1st Degree Assault charge by Office Loren Yontz was never . . . introduced as a charge brought by the Commonwealth Attorney Jay Wethington against Jessie Allen Hastie June 10 2006 co defendant Ashley Cox never questioned

As relief, Plaintiff seeks damages, “reparations,” and injunctive relief by “1871 Enforcement Act” and states “Republicans voted against Matthew Shepard James Byrd (2007) hate crimes.” II. Because Plaintiff is a prisoner seeking relief against governmental entities, officers, and/or employees, this Court must review the instant action under 28 U.S.C. § 1915A and McGore v. Wrigglesworth, 114 F.3d 601 (6th Cir. 1997), overruled on other grounds by Jones v. Bock, 594 U.S. 199 (2007). Under § 1915A, the trial court must review the complaint and dismiss the

complaint, or any portion of the complaint, if the court determines that it is frivolous or malicious, fails to state a claim upon which relief may be granted, or seeks monetary relief from a defendant who is immune from such relief. See § 1915A(b)(1), (2); McGore v. Wrigglesworth, 114 F.3d at 608. “[A] district court must (1) view the complaint in the light most favorable to the plaintiff and (2) take all well-pleaded factual allegations as true.” Tackett v.

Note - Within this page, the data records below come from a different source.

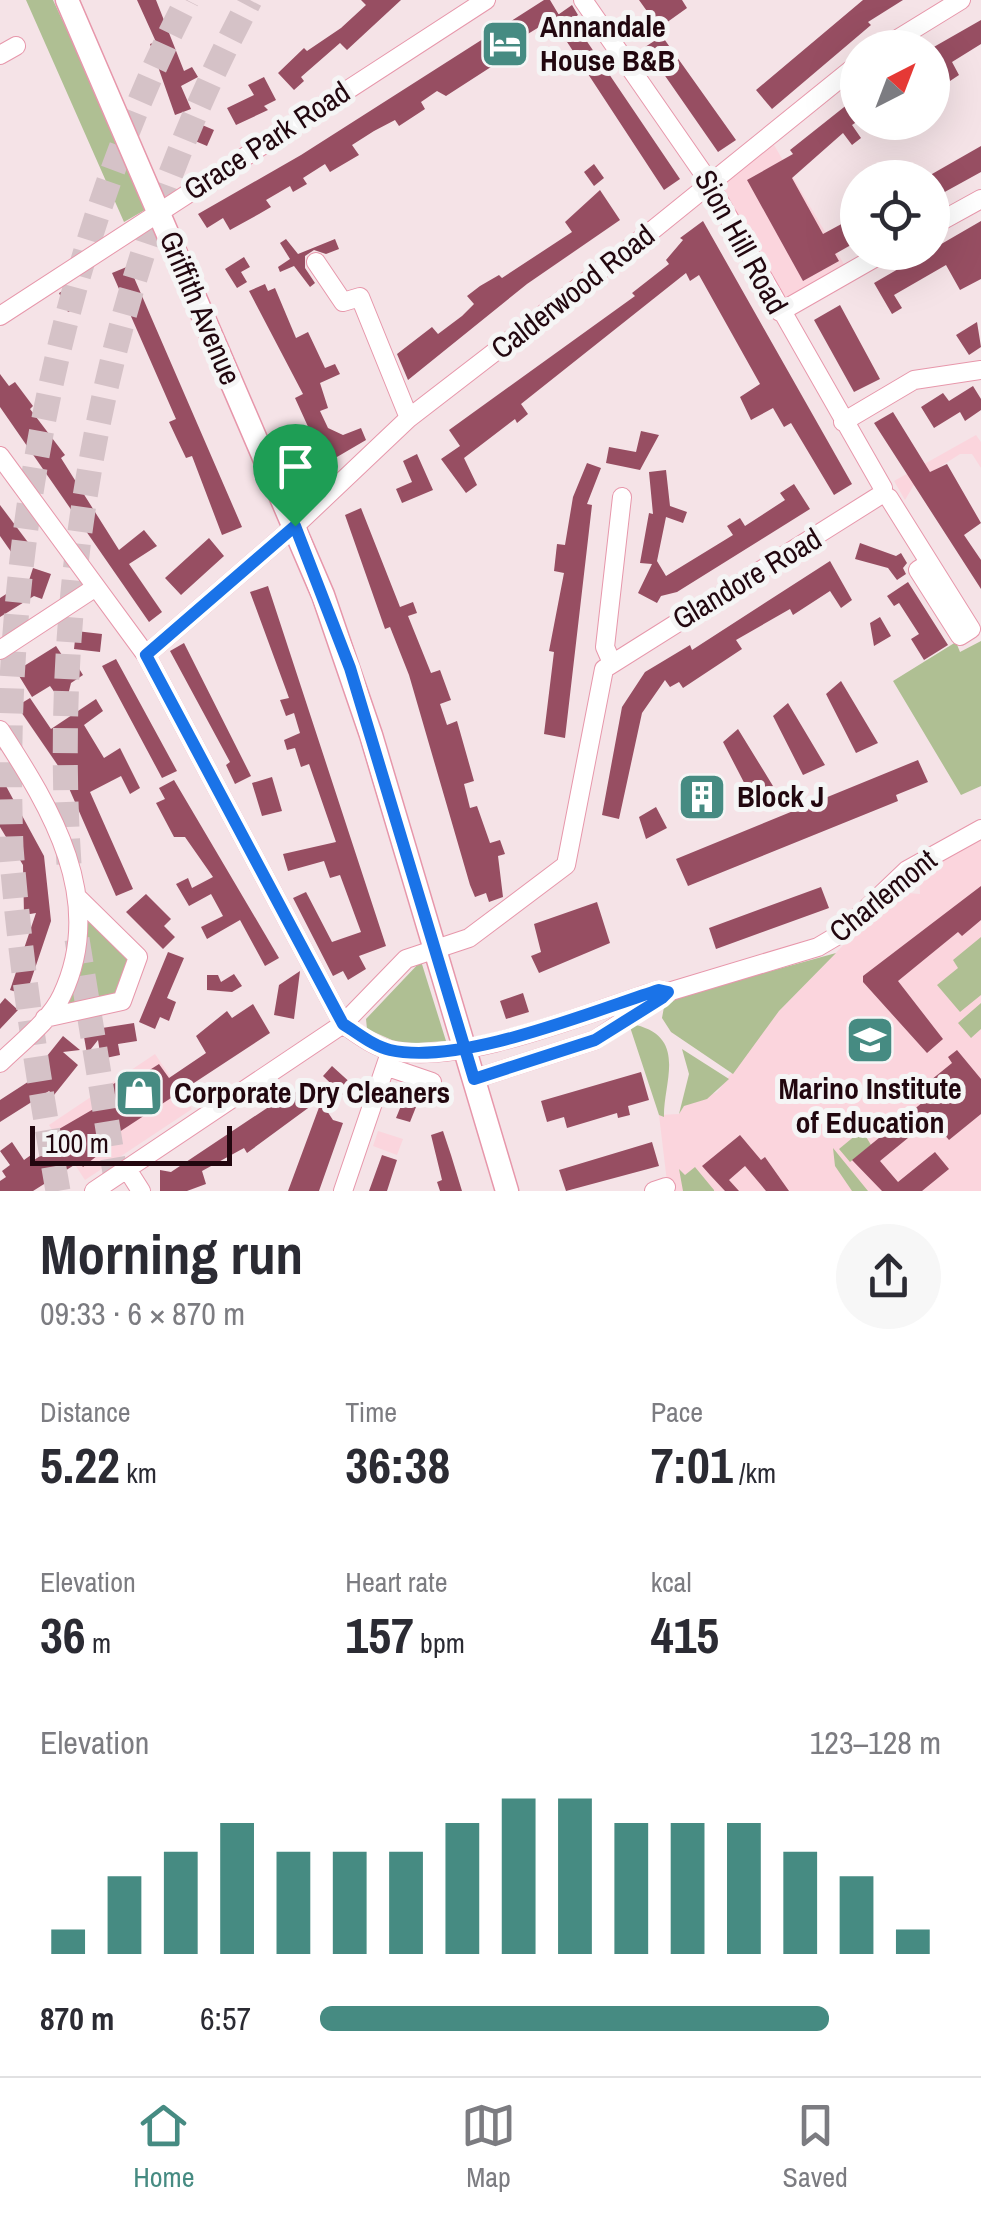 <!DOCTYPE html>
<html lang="en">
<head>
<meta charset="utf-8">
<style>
  body { margin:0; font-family:"Archivo Narrow",sans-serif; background:#f7f7f7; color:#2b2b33; height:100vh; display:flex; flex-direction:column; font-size:38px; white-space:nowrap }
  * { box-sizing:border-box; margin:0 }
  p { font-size:32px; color:#7c7c81 }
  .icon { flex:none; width:55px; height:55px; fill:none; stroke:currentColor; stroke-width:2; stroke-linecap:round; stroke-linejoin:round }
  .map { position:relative; height:1191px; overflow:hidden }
  .panel { display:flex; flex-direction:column; background:#fff; flex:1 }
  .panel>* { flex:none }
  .needle { width:65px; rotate:42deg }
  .controls { position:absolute; left:840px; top:30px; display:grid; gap:20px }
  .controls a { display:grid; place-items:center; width:110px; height:110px; border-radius:50%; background:#fff; box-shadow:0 10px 40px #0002; font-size:50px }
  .scale { position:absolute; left:30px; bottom:25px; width:202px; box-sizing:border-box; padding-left:10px; border:5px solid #22070f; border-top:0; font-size:28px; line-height:35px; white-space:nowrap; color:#22070f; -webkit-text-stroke:8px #f5f5f5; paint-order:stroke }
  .pin { position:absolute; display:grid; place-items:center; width:85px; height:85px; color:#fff; margin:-102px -42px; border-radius:50% 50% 50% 0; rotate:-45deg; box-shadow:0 0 10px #0007 }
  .pin .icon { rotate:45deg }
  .round { display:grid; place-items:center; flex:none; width:105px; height:105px; border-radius:52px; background:#f7f7f7 }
  .overview { display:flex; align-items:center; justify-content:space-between; height:170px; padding:0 40px }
  h1 { font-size:55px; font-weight:800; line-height:75px }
  .metrics { display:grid; grid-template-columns:repeat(3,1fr); gap:15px; height:170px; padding:10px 40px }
  .metrics div { display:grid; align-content:center }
  .metrics b { font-size:50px; font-weight:800 }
  .metrics small { font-size:28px; font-weight:400 }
  .metrics p { font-size:28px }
  .chart { height:280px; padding:20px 40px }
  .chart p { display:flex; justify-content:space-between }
  .chart svg { width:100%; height:180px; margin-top:10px; stroke:#468b82; stroke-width:6 }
  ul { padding:0 40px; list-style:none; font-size:32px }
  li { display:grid; grid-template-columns:160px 120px 1fr; align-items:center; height:75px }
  li i { height:25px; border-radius:12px; background:#468b82 }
  .menu { display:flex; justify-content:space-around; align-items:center; height:140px; border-top:2px solid #e1e1e2; background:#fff; font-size:28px; color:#7c7c81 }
  .menu a { display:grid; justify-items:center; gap:5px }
  .menu .active { color:#468b82 }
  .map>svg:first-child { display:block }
</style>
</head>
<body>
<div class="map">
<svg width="981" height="1191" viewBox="0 0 981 1191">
  <rect width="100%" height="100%" fill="#f5e3e7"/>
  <path fill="#fbd5dd" d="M774,145L845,266L785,301L715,180Z
    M976,435L981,442V468L972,454H960L915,483L905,500L894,481Z
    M981,838V1191H673L667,1182L659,1115L679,1114L684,1106L717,1092L779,1011L895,892L920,894L919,873Z
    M155,1054L192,1109L85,1180L49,1125Z
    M378,1131L403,1139L397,1155L373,1146Z"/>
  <path fill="#afbf93" d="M26,0H53L150,207L124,222Z
    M981,641V786L961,795L893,681L956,642L960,652Z
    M84,912L131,959L119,995L63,1006Z
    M981,937V995L960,1012L937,985L958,968L953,960Z
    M836,953L779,1011L733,1074L671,1032L662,1018L664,1007L681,996Z
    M421,961L446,1041L401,1044L367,1029L366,1019Z
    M981,1003V1029L971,1038L958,1023Z
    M636,1025C688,1038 663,1083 664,1117L659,1115L630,1027Z
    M682,1049L729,1079L707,1099L684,1106L679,1114L689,1074Z
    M862,1130L871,1145L850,1162L839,1149Z
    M833,1148L868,1191H852L835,1166Z
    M695,1167L714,1190V1191H683L679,1169L685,1175Z"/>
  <path fill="#974e62" d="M137,0H156L184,71L192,67L198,77L181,86L191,109L175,115L150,44L156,42Z
    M361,0H401L347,50L340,43L301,77L304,81L294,90L278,73L304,48L307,51L341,28L366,5Z
    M544,0H550L559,15L503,49L508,56L446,96L437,91L421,102L425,109L399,126L395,120L374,131L352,145L359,155L330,172L325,164L303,178L307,184L293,192L290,186L266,200L271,207L259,214L230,230L223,218L207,228L198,214L301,155Z
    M639,0H682L687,8L659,28Z
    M863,0H903L868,22L871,25L772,109L756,90Z
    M572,5L578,15L573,19L586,40L680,179L664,190L552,19Z
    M981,20V44L952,62L959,75L950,81L947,75L932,84V48Z
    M662,36L736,140L718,152L645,47Z
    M264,77L276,100L264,106L268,110L236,125L227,108L254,95L248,85Z
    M858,96V121L852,125L861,138L852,145L843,133L792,178L823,234L858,215V241L835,254L839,261L803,281L747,180L793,154L790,150Z
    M188,119L214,130L207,146L181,135Z
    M981,146V172L932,199V174Z
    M594,164L604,178L594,186L584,172Z
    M600,190L620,220L527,284L408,380L397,354L432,327L438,334L462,316L474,304L467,296L480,286L499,275L502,278L572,232L565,222Z
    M703,221L852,484L834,495L791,423L784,427L773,408L751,420L740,397L760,384L699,275L690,281L686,273L521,404L528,414L517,423L515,419L464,458L477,485L466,493L441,459L460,446L449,430L635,296L632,293L669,264L666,260L683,240L680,238Z
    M981,221V279L960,290L946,265L894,295L902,308L892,314L874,283Z
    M286,239L298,254L335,239L339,249L326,254L314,250L305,256V268L315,283L310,287L294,266L280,272L278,267L290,259L280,243Z
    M244,257L250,267L241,272L247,282L237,288L225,269Z
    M129,266L242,527L222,535L192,456L186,458L176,437L169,422L176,419L112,273Z
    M265,284L268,291L275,288L296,338L308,332L325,368L335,364L340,374L320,383L328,408L320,411L328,428L343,435L361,428L366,440L325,464L295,398L303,394L249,291Z
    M68,288L77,308L68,312L59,293Z
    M840,305L880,379L854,392L814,320Z
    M977,322L981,347L969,355L956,335Z
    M0,374L9,386L15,382L33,406L30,409L65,455L61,458L119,550L144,530L157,546L129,564L162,612L149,622L0,407Z
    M973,386L981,399V410L965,421L960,412L934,428L921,407L943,393L949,401Z
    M893,412L930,472L947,464L981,523L964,535L981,560V589L874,423Z
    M641,431L659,435L640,470L606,463L609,447L636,452Z
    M417,454L433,490L402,503L396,489L412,482L403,461Z
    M587,463L601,468L587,504L592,505L565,738L544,734L554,652L549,651L564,573L554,571L557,544L565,545L573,497Z
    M666,470L670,506L687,512L683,523L666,517L657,561L666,576L733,535L727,526L740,518L745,526L785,500L780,493L794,484L810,509L677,592L661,596L657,603L638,593L652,564L640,563L649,513L653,514L649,472Z
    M0,505L30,545L14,556L0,536Z
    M361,508L400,607L413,602L417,613L408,616L431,673L440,670L451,700L440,704L447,725L457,721L474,781L464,784L470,808L477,806L490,843L500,840L505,854L498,856L503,897L489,902L486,893L475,897L470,885L409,675L390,627L385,629L345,515Z
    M209,538L224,556L181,595L165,578Z
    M860,543L896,556L901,553L907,563L903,568L906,574L897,580L888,568L855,559Z
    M830,561L852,600L841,608L830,591L793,615L790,609L736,640L742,649L683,688L679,682L670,687L665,680L642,713L619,819L602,815L622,707L645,672L690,645L692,650Z
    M33,568L51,574L42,599L34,596L0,617V598L14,589L22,602Z
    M908,582L948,645L924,660L911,639L919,634L899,603L894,606L887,596Z
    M268,586L386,946L359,956L366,969L348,980L343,971L333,976L293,898L306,892L332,942L361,932L340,875L330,878L324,861L288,871L283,854L336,842L309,764L301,767L295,748L287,750L284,740L300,733L294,713L286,716L280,700L289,698L250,592Z
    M880,617L891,636L874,646L870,623Z
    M76,631L102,634L100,652L74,649Z
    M184,643L251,776L235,784L226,765L230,762L170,651Z
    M56,646L72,670L73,659L83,675L71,683L65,707L50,686L32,697L16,671Z
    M116,659L177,771L162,778L102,666Z
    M841,681L878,743L856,753L826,694Z
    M30,698L51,729L96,699L103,711L84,725L104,758L120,748L140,788L130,794L121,776L90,792L133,889L116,896L61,770L17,706Z
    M788,703L825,765L803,775L773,716Z
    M738,729L773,786L751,796L723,742Z
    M918,760L928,782L896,795L898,801L688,886L676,859Z
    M0,775L44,856L51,921L26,995L10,990L36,913L24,915L23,865L0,827Z
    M272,777L282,811L262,816L252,783Z
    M174,780L279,958L265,966L240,920L207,939L201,927L223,916L211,894L189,906L176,884L188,878L192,888L213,877L185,837H174L156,803L165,799L159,788Z
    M705,782L719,808L698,818L688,792Z
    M656,807L667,828L646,839L639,817Z
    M981,886V920L962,936L958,932L898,981L943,1039L927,1053L863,982V976Z
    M821,887L829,908L716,949L709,928Z
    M146,894L171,919L164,926L175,937L163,949L126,912Z
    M597,902L610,943L539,973L531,956L541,952L534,924Z
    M168,952L184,958L167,998L176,1002L169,1021L160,1017L155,1029L139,1022Z
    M300,971L294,1019L274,1015L279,985Z
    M234,974L242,986L232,992L207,990V975H218L221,982Z
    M523,993L529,1012L506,1019L500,1001Z
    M5,998L18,1010L0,1029V1004Z
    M253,1004L270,1033L104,1142L107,1148L83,1167L79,1162L33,1191H0V1181L6,1177L2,1171L10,1165L0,1151L12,1142L24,1160L31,1155L34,1160L54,1147L47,1136L109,1100L105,1089L130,1074L134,1080L159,1064L169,1078L206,1053L196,1036L227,1011L232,1018Z
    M134,1023L137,1041L118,1044L120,1055L101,1059L98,1040L87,1054L83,1031Z
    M63,1036L80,1050L63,1052L78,1065L54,1095L49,1091L0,1122V1100L34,1078L31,1076Z
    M957,1050L981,1079V1114L949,1140L931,1119L880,1161L898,1182L935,1152L949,1169L922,1191H882L852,1160L923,1102L915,1093L952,1063L948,1057Z
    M332,1066L354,1086L344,1096L323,1076Z
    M641,1072L649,1100L628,1106L630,1115L618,1118L617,1113L567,1128L564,1117L547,1122L541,1101Z
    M294,1090L301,1100L313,1091L319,1100L247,1153L244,1148L202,1171L206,1184L187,1191H160V1170L171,1172Z
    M405,1096L418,1102L410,1122L396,1118Z
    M321,1102L333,1120L343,1123L319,1191H288Z
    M443,1131L451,1155L462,1191H440L437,1182L442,1180L431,1135Z
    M740,1135L761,1160L765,1157L789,1191H766L745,1166L729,1180L739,1191H725L710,1175L702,1166Z
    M652,1142L659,1166L566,1191L559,1170Z
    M382,1155L397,1160L387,1191H369Z"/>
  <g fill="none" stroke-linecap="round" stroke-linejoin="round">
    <path stroke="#d5c2c7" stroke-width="25" stroke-dasharray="25 12" stroke-linecap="butt" d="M69,864C49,565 109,265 250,0
      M77,939L118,1191
      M58,1191C38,1077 20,963 11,847C0,558 55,257 187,0"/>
    <g stroke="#e797ab" stroke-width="20">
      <path id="minor" d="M583,0L705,176L883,488L882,494
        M883,48L961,0
        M0,55L16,46
        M932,226L981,199
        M316,262L343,302L360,297L409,418
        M780,312L885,252
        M0,316L486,0
        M843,422L914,380L981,370
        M0,456L146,655L343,1024C358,1034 373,1046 390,1050C461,1067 589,1012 659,990L668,992
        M882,494L889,498L971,629L960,636L918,570L929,563
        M0,650L96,587
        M146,655L295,526L409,418L649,233L858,64
        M612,663L605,647L622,497
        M0,730C51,808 107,900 62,995C50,1021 20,1043 0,1063
        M45,1018L122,1001L138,957L79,899
        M388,1067L432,1082
        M474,1079L595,1040L668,992L818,947L840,934L907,870L981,829
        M127,1169L141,1191
        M94,1191L343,1024L406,959L469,938L566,865L604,669L882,494
        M343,1191L391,1050
        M654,1191L666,1187"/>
    </g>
    <g stroke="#e797ab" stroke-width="25">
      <path id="major" d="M67,0L323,595L371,735L507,1191"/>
    </g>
    <use href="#minor" stroke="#fff" stroke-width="18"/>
    <use href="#major" stroke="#fff" stroke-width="22"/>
  </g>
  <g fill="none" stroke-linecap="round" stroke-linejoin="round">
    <g stroke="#fff" stroke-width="20">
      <path id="route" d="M295,526L350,668L465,1049L474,1079L595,1040L662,998L668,992L659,990C590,1012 460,1066 390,1050C373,1046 358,1033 343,1024L146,655L295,526"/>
    </g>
    <use href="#route" stroke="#1a73e8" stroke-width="12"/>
  </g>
  <defs>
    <g id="hotel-square" transform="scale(2.5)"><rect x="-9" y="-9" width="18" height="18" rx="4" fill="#468b82" stroke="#f5f5f5"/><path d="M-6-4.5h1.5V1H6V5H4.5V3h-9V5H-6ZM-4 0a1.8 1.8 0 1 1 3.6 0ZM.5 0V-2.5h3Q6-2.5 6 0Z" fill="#fff"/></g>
    <g id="building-square" transform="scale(2.5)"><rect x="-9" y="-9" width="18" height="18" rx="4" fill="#468b82" stroke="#f5f5f5"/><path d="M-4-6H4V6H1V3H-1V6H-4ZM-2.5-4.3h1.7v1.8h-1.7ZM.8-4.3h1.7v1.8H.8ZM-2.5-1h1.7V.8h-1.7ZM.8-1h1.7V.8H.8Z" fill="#fff"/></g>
    <g id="university-square" transform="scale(2.5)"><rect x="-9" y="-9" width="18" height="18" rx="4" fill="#468b82" stroke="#f5f5f5"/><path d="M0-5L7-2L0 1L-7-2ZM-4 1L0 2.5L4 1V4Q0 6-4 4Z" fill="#fff"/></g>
    <g id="shop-square" transform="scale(2.5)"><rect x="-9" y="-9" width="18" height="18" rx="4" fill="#468b82" stroke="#f5f5f5"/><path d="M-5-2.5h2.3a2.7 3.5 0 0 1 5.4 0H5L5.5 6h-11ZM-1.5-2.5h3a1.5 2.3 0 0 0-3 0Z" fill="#fff"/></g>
  </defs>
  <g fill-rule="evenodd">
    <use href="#hotel-square" x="505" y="44"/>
    <use href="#building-square" x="702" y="797"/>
    <use href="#university-square" x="870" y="1040"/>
    <use href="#shop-square" x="139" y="1093"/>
  </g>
  <g text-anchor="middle" stroke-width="10" stroke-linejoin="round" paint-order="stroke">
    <g font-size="30" font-weight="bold" fill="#22070f" stroke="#f5f5f5" text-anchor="start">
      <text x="540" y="37">Annandale<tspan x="540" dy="34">House B&amp;B</tspan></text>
      <text x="737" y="807">Block J</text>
      <text x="870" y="1099" text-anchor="middle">Marino Institute<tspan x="870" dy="34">of Education</tspan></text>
      <text x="174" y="1103">Corporate Dry Cleaners</text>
    </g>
    <g font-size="30" fill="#22070f" stroke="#f5f5f5">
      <text transform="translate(267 141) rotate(-33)" y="10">Grace Park Road</text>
      <text transform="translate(741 242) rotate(61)" y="10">Sion Hill Road</text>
      <text transform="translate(573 292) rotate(-38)" y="10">Calderwood Road</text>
      <text transform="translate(200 308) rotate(67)" y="10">Griffith Avenue</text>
      <text transform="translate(747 579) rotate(-31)" y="10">Glandore Road</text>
      <text transform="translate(883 896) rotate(-39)" y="10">Charlemont</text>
    </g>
  </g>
</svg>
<div class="controls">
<a><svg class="needle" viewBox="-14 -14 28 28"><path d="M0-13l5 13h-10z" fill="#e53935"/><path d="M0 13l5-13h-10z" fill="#7c7c81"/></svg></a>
<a><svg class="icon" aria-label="locate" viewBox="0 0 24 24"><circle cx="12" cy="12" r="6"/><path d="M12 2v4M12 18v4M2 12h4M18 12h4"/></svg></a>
</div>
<div class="scale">100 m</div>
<div class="pin" style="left:295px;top:526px;background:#1e9e55"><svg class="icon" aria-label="arrive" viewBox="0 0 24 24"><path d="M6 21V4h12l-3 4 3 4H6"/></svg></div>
</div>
<section class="panel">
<div class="overview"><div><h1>Morning run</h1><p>09:33 · 6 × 870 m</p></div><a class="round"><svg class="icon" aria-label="share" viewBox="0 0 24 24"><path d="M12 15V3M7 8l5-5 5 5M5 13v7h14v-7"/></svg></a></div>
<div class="metrics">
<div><p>Distance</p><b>5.22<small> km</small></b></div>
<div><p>Time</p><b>36:38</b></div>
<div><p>Pace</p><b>7:01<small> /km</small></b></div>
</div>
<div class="metrics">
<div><p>Elevation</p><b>36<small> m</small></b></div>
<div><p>Heart rate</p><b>157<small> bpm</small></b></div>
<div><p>kcal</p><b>415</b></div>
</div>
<div class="chart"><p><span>Elevation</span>123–128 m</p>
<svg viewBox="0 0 160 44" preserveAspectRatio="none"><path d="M5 44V38M15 44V25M25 44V19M35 44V12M45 44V19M55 44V19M65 44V19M75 44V12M85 44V6M95 44V6M105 44V12M115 44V12M125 44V12M135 44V19M145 44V25M155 44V38"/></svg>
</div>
<ul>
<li><b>870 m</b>6:57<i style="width:82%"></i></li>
</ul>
</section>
<nav class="menu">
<a class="active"><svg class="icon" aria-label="home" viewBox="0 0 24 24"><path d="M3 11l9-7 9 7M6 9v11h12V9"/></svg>Home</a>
<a><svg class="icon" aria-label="map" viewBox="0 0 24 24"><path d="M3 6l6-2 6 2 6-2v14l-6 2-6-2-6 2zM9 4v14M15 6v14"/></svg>Map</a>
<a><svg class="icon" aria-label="saved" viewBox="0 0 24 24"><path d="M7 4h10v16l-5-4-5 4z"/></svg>Saved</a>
</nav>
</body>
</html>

M & G Polymers, USA, LLC, 561 F.3d 478, 488 (6th Cir. 2009) (citing Gunasekera v. Irwin, 551 F.3d 461, 466 (6th Cir. 2009) (citations omitted)). “[A] pro se complaint, however inartfully pleaded, must be held to less stringent standards than formal pleadings drafted by lawyers.” Erickson v. Pardus, 551 U.S. 89

(2007) (quoting Estelle v. Gamble, 429 U.S. 97, 106 (1976)). However, while liberal, this standard of review does require more than the bare assertion of legal conclusions. See Columbia Natural Res., Inc. v. Tatum, 58 F.3d 1101, 1109 (6th Cir. 1995). The Court’s duty “does not require [it] to conjure up unpled allegations,” McDonald v. Hall, 610 F.2d 16, 19 (1st Cir. 1979), or to create a claim for a plaintiff. Clark v. Nat’l Travelers Life Ins. Co., 518 F.2d 1167, 1169 (6th Cir. 1975). To command otherwise would require the court “to explore exhaustively all potential claims of a pro se plaintiff, [and] would also transform the district court from its legitimate advisory role to the improper role of an advocate seeking out the strongest arguments and most successful strategies for a party.” Beaudett v. City of Hampton, 775 F.2d 1274, 1278 (4th Cir. 1985). III. In Bivens, the U.S.